(The input Opens)

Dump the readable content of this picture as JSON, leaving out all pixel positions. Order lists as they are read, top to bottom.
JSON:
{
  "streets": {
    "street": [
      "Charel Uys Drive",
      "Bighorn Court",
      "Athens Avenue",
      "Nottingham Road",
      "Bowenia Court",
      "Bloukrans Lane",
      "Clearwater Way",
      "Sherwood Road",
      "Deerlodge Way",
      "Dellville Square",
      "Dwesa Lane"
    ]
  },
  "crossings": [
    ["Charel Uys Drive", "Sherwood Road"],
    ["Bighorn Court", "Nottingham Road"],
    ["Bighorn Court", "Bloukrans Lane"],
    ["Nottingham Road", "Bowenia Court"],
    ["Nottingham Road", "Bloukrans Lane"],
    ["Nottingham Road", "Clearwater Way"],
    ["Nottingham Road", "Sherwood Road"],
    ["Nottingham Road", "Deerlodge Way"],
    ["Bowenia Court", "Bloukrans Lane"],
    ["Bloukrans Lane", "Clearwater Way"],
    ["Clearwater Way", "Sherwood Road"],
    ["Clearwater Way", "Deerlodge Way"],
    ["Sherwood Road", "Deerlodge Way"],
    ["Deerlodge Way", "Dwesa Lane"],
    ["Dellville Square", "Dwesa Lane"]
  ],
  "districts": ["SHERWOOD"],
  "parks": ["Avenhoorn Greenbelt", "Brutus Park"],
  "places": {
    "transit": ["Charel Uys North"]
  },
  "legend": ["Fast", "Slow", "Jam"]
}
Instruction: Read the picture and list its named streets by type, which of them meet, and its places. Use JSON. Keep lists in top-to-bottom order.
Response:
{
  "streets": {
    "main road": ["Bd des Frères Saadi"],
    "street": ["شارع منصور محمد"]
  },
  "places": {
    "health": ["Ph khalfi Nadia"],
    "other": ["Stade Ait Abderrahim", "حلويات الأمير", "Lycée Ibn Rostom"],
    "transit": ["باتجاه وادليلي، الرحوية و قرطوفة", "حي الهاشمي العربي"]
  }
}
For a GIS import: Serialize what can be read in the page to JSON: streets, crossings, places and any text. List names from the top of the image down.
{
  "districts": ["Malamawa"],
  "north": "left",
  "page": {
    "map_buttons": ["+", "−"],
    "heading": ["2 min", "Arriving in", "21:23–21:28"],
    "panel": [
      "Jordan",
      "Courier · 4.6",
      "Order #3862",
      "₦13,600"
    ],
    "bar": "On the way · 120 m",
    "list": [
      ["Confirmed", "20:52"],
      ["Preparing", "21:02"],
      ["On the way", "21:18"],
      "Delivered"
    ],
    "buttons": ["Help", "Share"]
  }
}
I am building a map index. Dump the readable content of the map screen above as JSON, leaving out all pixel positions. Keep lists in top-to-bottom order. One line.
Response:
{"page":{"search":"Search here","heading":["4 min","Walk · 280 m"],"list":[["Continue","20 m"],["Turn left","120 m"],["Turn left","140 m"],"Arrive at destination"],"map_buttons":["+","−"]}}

(The input Closes)

> What is being asked
All the data above must be copied again. Leave nothing out.

> Solution to this exercise
Dump the readable content of this picture as JSON, leaving out all pixel positions. Order lists as they are read, top to bottom.
JSON:
{
  "streets": {
    "street": [
      "Charel Uys Drive",
      "Bighorn Court",
      "Athens Avenue",
      "Nottingham Road",
      "Bowenia Court",
      "Bloukrans Lane",
      "Clearwater Way",
      "Sherwood Road",
      "Deerlodge Way",
      "Dellville Square",
      "Dwesa Lane"
    ]
  },
  "crossings": [
    ["Charel Uys Drive", "Sherwood Road"],
    ["Bighorn Court", "Nottingham Road"],
    ["Bighorn Court", "Bloukrans Lane"],
    ["Nottingham Road", "Bowenia Court"],
    ["Nottingham Road", "Bloukrans Lane"],
    ["Nottingham Road", "Clearwater Way"],
    ["Nottingham Road", "Sherwood Road"],
    ["Nottingham Road", "Deerlodge Way"],
    ["Bowenia Court", "Bloukrans Lane"],
    ["Bloukrans Lane", "Clearwater Way"],
    ["Clearwater Way", "Sherwood Road"],
    ["Clearwater Way", "Deerlodge Way"],
    ["Sherwood Road", "Deerlodge Way"],
    ["Deerlodge Way", "Dwesa Lane"],
    ["Dellville Square", "Dwesa Lane"]
  ],
  "districts": ["SHERWOOD"],
  "parks": ["Avenhoorn Greenbelt", "Brutus Park"],
  "places": {
    "transit": ["Charel Uys North"]
  },
  "legend": ["Fast", "Slow", "Jam"]
}
Instruction: Read the picture and list its named streets by type, which of them meet, and its places. Use JSON. Keep lists in top-to-bottom order.
Response:
{
  "streets": {
    "main road": ["Bd des Frères Saadi"],
    "street": ["شارع منصور محمد"]
  },
  "places": {
    "health": ["Ph khalfi Nadia"],
    "other": ["Stade Ait Abderrahim", "حلويات الأمير", "Lycée Ibn Rostom"],
    "transit": ["باتجاه وادليلي، الرحوية و قرطوفة", "حي الهاشمي العربي"]
  }
}
For a GIS import: Serialize what can be read in the page to JSON: streets, crossings, places and any text. List names from the top of the image down.
{
  "districts": ["Malamawa"],
  "north": "left",
  "page": {
    "map_buttons": ["+", "−"],
    "heading": ["2 min", "Arriving in", "21:23–21:28"],
    "panel": [
      "Jordan",
      "Courier · 4.6",
      "Order #3862",
      "₦13,600"
    ],
    "bar": "On the way · 120 m",
    "list": [
      ["Confirmed", "20:52"],
      ["Preparing", "21:02"],
      ["On the way", "21:18"],
      "Delivered"
    ],
    "buttons": ["Help", "Share"]
  }
}
I am building a map index. Dump the readable content of the map screen above as JSON, leaving out all pixel positions. Keep lists in top-to-bottom order. One line.
Response:
{"page":{"search":"Search here","heading":["4 min","Walk · 280 m"],"list":[["Continue","20 m"],["Turn left","120 m"],["Turn left","140 m"],"Arrive at destination"],"map_buttons":["+","−"]}}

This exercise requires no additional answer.